Some might point out the fact that I both love this wrd and identify with it at the same time makes me some kind of masochist. I don't agree.

I feel like, sometimes at least, any part of anything I'm involved in eventually gets to a crash point, a point where all the tension and anxiety of said thng, realtionship, person, situation, what have you, builds to this crescendo that ends either bery loudly or very quietly, emotionally or physically, into a sort of crash.

The subject of fear of rejection has been approached before. But on a deeper level...

Sometimes I feel like I want everything to crash, to fall apart, to collapse on itself.
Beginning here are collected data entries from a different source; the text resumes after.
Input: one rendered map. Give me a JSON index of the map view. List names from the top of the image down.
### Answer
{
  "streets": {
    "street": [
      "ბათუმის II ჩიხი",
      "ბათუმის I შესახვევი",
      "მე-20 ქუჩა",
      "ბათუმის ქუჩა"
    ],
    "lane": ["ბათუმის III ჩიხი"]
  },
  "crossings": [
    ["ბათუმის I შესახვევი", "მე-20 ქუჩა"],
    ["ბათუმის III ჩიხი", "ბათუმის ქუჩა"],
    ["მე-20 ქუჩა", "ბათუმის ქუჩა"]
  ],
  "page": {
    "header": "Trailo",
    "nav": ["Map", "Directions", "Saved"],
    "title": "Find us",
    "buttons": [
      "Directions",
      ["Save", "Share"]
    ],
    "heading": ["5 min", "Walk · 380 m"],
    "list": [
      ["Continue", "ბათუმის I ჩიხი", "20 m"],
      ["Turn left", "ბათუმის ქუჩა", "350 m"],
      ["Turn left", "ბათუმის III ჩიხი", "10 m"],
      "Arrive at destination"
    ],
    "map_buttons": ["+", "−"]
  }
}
I suppose part of it is because the natural next step in a situation like that would be to start over from scratch...which is really refreshing in a way I suppose.

I've got all these things right now that are these various states of being, limbo realy, that are not anywhere close to being finished.

Funny things is, I've gotten this recent fire under my ass, for whatever reason, to finish, carry on or at least try to begin the process of compleeing these balls in the air.

Resolutions, especially New Years ones, are pointless and meaningless because no one ever follows through on them.

There's so many things to resolve. BUt I have resolve to resolve these things so all situations are resolved.

What?

That's not even true. I've been tending toward avoidence a lot.

Timing is the thing that kills me most. I feel like I have the worst timing in the world. It's almost a bad luck equation that I can't avoid. Which I then blame for my lack of completion. But it's all so much more complicated than that.

Isn't it?

So the key I suppose is to motivate myself to do the things I want to do. I'm trying. I'm trying to change a lot of sum-odd years of procrastinating and not finishing things in a relatively short amount of time.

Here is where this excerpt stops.